Your task is to write out every line of the data exactly. Drop the pictures.

__________

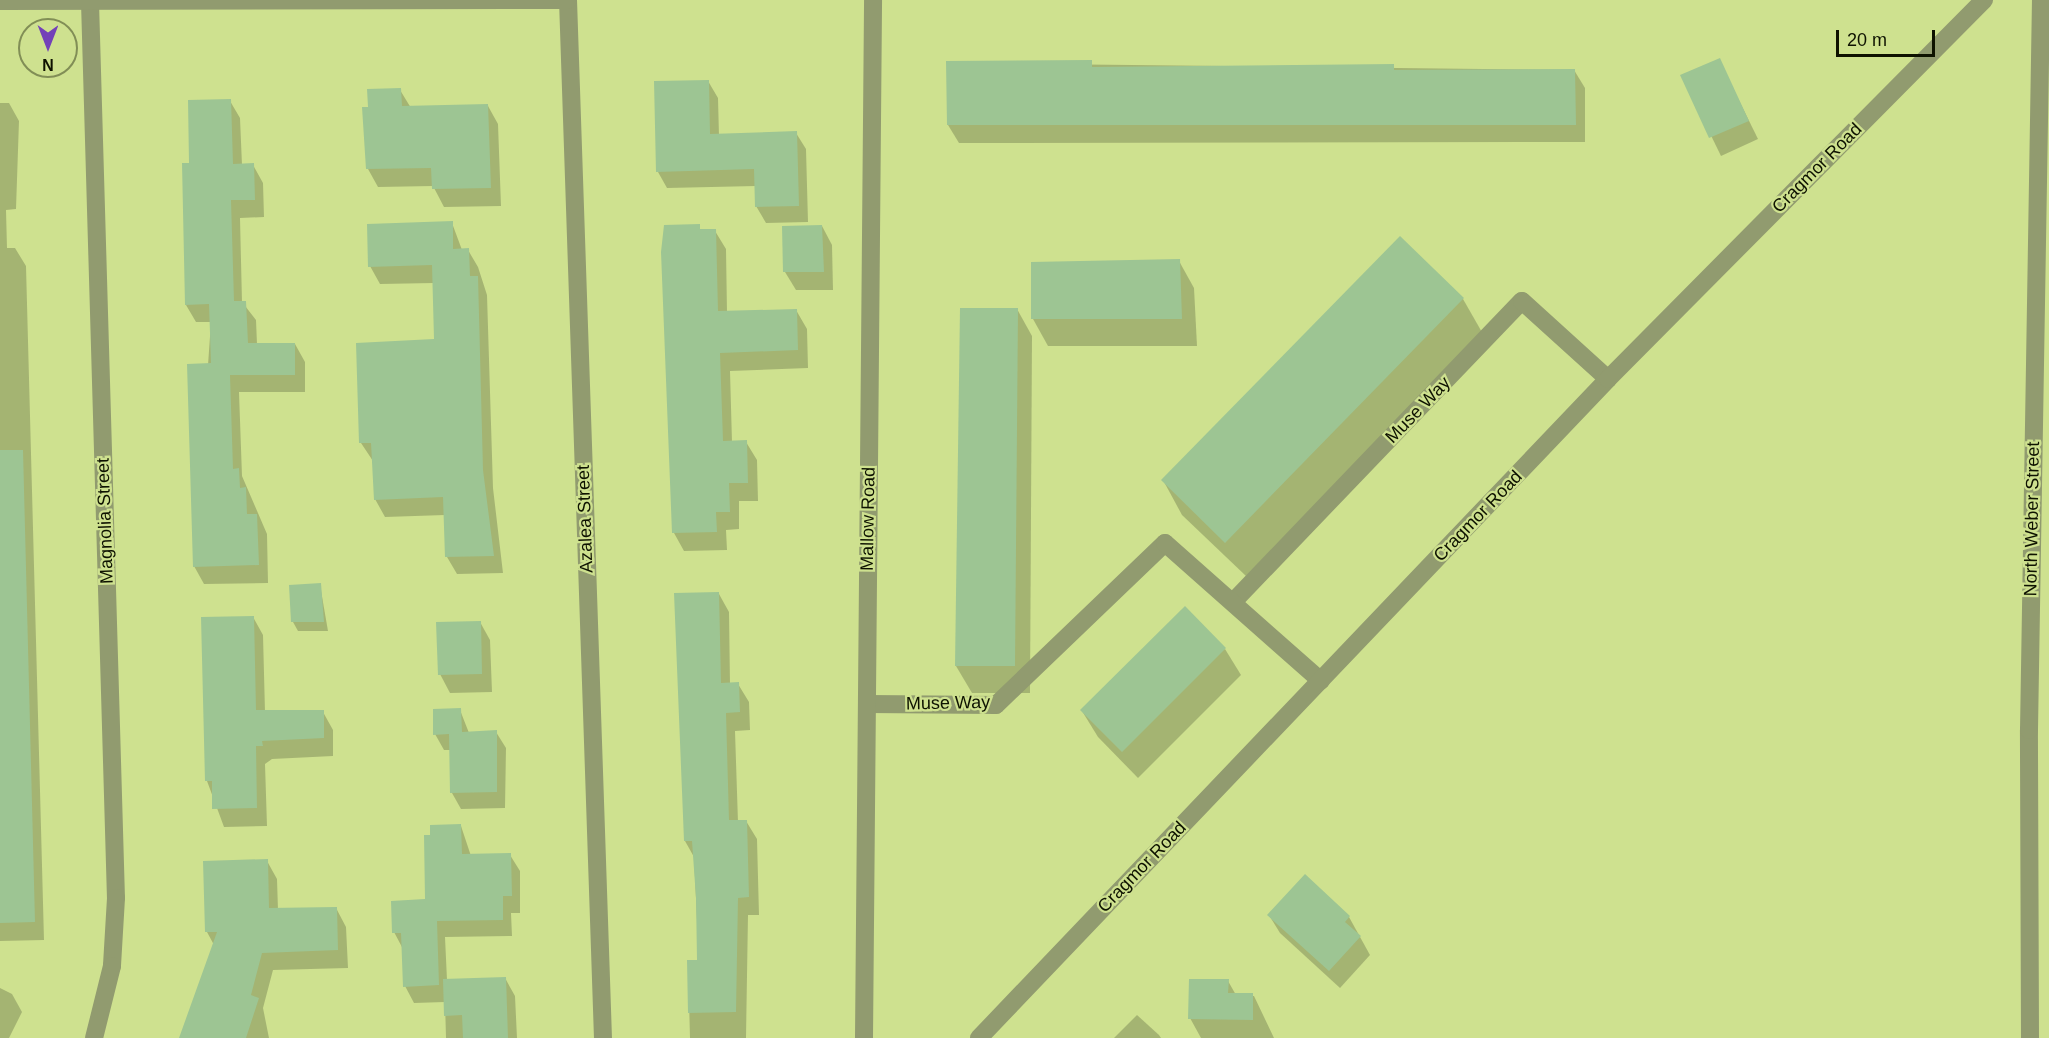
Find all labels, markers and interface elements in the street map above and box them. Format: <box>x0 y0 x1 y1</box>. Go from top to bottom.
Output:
north arrow <box>18 18 78 78</box>
scale bar <box>1839 18 1938 56</box>
text: 20 m <box>1847 30 1887 50</box>
text: N <box>42 56 54 73</box>
street label: Cragmor Road <box>1768 119 1866 217</box>
street label: Muse Way <box>1381 372 1455 448</box>
street label: North Weber Street <box>2020 441 2044 597</box>
street label: Magnolia Street <box>92 458 118 584</box>
street label: Azalea Street <box>572 465 598 573</box>
street label: Cragmor Road <box>1429 466 1527 566</box>
street label: Mallow Road <box>856 467 880 571</box>
street label: Muse Way <box>906 691 990 715</box>
street label: Cragmor Road <box>1093 817 1191 917</box>

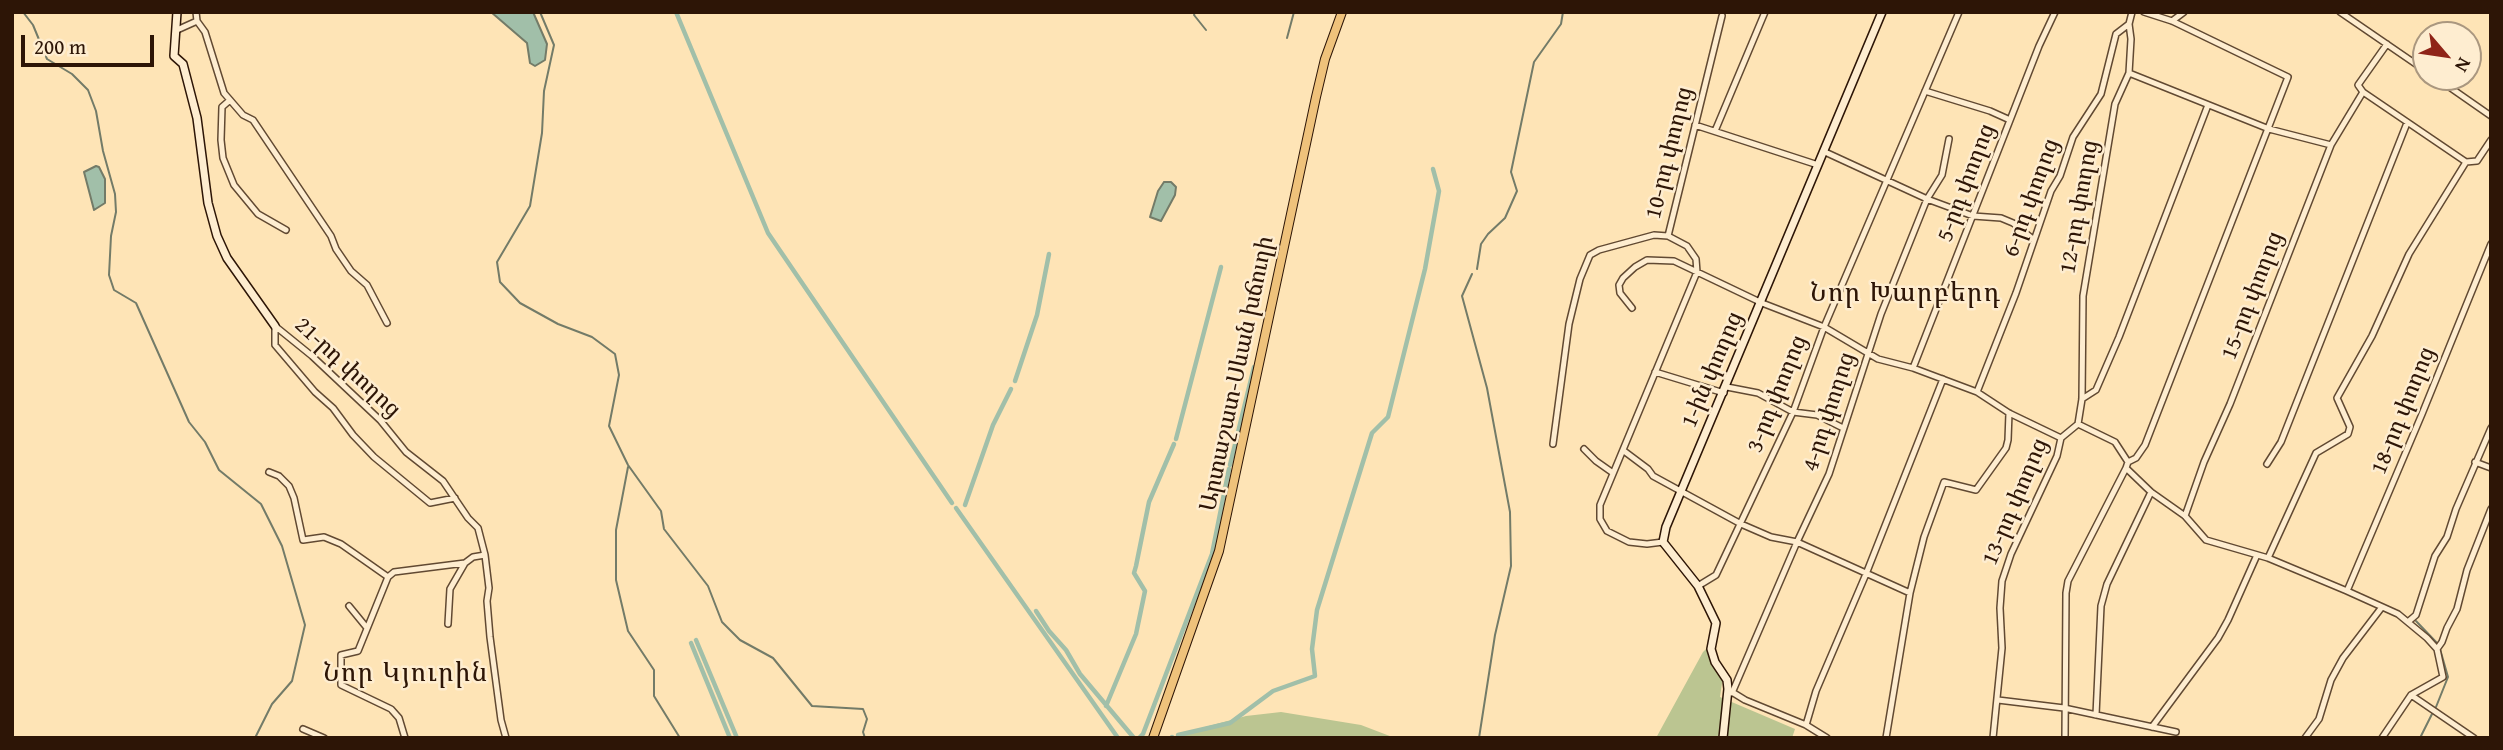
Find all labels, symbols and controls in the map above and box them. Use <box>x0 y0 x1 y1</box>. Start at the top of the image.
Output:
scale bar <box>24 21 158 65</box>
north arrow <box>2412 21 2482 91</box>
text: 200 m <box>34 31 86 62</box>
text: N <box>2448 53 2479 78</box>
street label: 10-րդ փողոց <box>1640 84 1700 222</box>
street label: 5-րդ փողոց <box>1932 120 2002 246</box>
street label: 6-րդ փողոց <box>1998 135 2066 261</box>
street label: 12-րդ փողոց <box>2055 138 2105 276</box>
street label: 15-րդ փողոց <box>2216 228 2290 364</box>
street label: Արտաշատ-Սևան խճուղի <box>1195 234 1281 514</box>
district label: Նոր Խարբերդ <box>1812 278 2000 310</box>
street label: 1-ին փողոց <box>1676 308 1750 432</box>
street label: 21-րդ փողոց <box>288 312 406 424</box>
street label: 3-րդ փողոց <box>1742 331 1814 457</box>
street label: 18-րդ փողոց <box>2366 343 2442 479</box>
street label: 4-րդ փողոց <box>1798 349 1862 475</box>
street label: 13-րդ փողոց <box>1977 434 2055 570</box>
district label: Նոր Կյուրին <box>325 658 487 690</box>

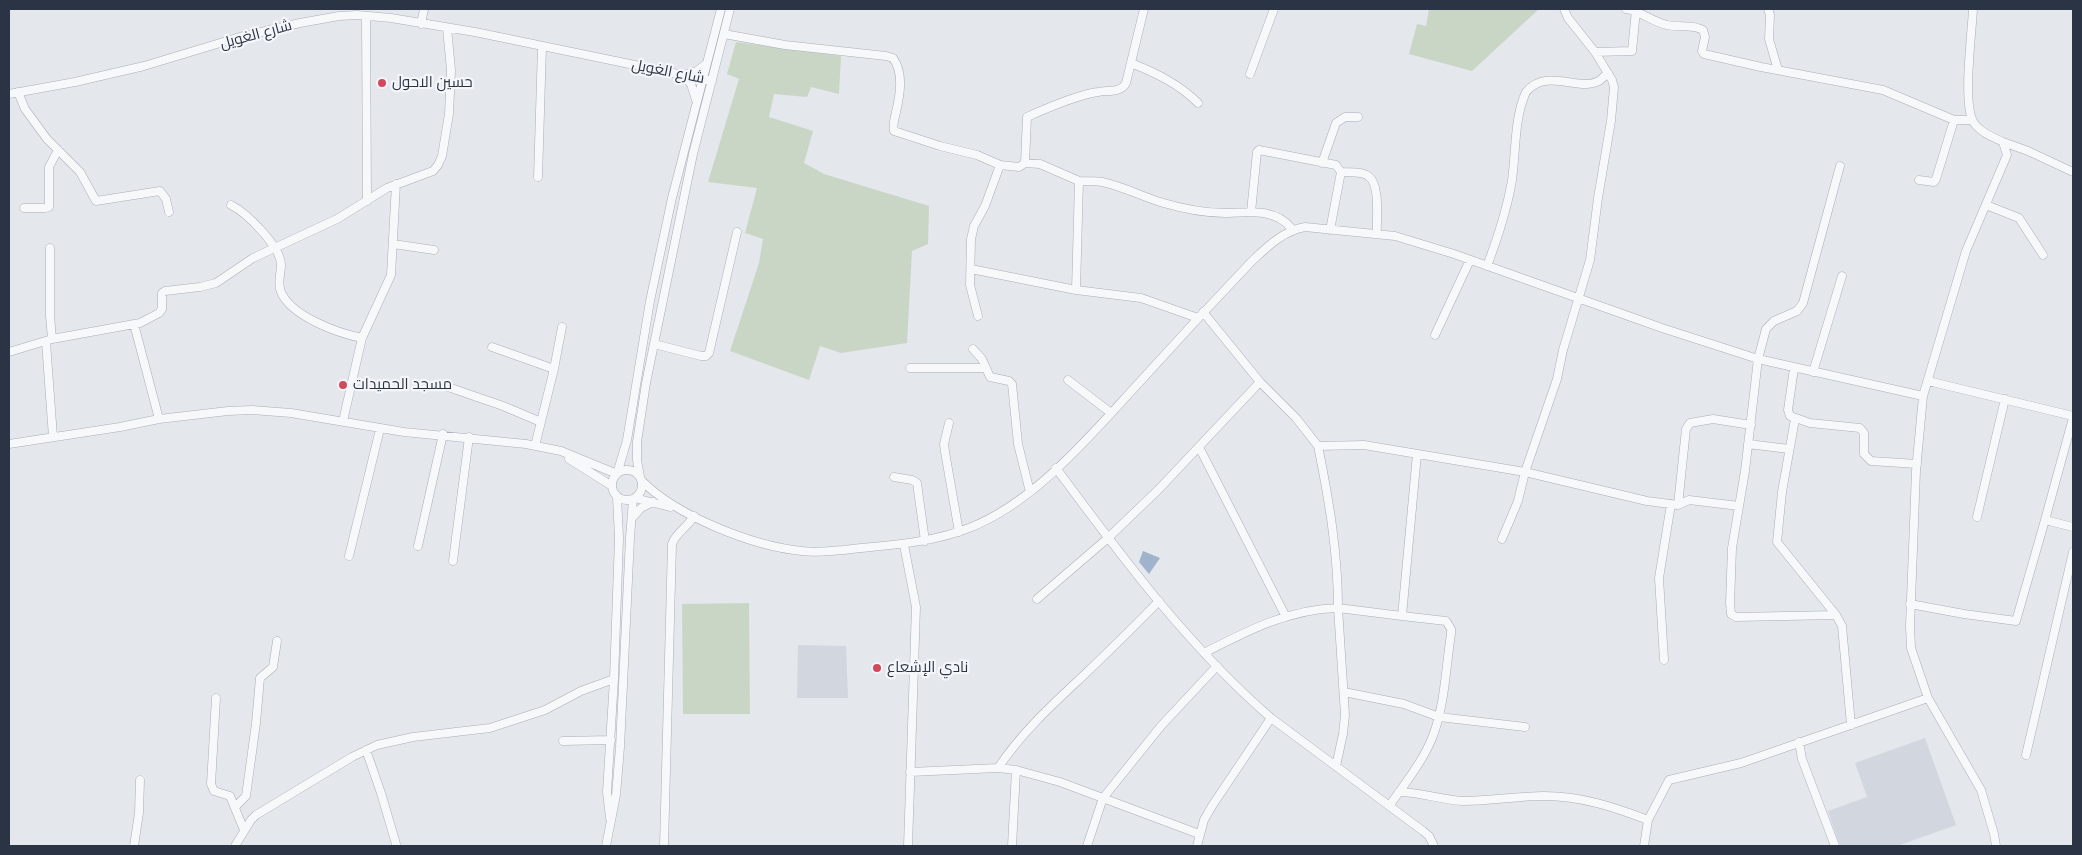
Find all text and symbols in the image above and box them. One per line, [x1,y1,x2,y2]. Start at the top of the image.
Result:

__________

▶ _Answer_
Find all labels, markers and interface elements in the street map above and box them. Format: <box>x0 y0 x1 y1</box>. Go from top to bottom.
Output:
north arrow <box>18 18 78 78</box>
scale bar <box>1839 18 1938 56</box>
text: 20 m <box>1847 30 1887 50</box>
text: N <box>42 56 54 73</box>
street label: Cragmor Road <box>1768 119 1866 217</box>
street label: Muse Way <box>1381 372 1455 448</box>
street label: North Weber Street <box>2020 441 2044 597</box>
street label: Magnolia Street <box>92 458 118 584</box>
street label: Azalea Street <box>572 465 598 573</box>
street label: Cragmor Road <box>1429 466 1527 566</box>
street label: Mallow Road <box>856 467 880 571</box>
street label: Muse Way <box>906 691 990 715</box>
street label: Cragmor Road <box>1093 817 1191 917</box>

Find all labels, symbols and controls in the map above and box them. Use <box>x0 y0 x1 y1</box>. Start at the top of the image.
Output:
scale bar <box>24 21 158 65</box>
north arrow <box>2412 21 2482 91</box>
text: 200 m <box>34 31 86 62</box>
text: N <box>2448 53 2479 78</box>
street label: 10-րդ փողոց <box>1640 84 1700 222</box>
street label: 5-րդ փողոց <box>1932 120 2002 246</box>
street label: 6-րդ փողոց <box>1998 135 2066 261</box>
street label: 12-րդ փողոց <box>2055 138 2105 276</box>
street label: 15-րդ փողոց <box>2216 228 2290 364</box>
street label: Արտաշատ-Սևան խճուղի <box>1195 234 1281 514</box>
district label: Նոր Խարբերդ <box>1812 278 2000 310</box>
street label: 1-ին փողոց <box>1676 308 1750 432</box>
street label: 21-րդ փողոց <box>288 312 406 424</box>
street label: 3-րդ փողոց <box>1742 331 1814 457</box>
street label: 18-րդ փողոց <box>2366 343 2442 479</box>
street label: 4-րդ փողոց <box>1798 349 1862 475</box>
street label: 13-րդ փողոց <box>1977 434 2055 570</box>
district label: Նոր Կյուրին <box>325 658 487 690</box>

Find all text and symbols in the image above and box them. One per line, [x1,y1,x2,y2]. Start at the top of the image.
Result:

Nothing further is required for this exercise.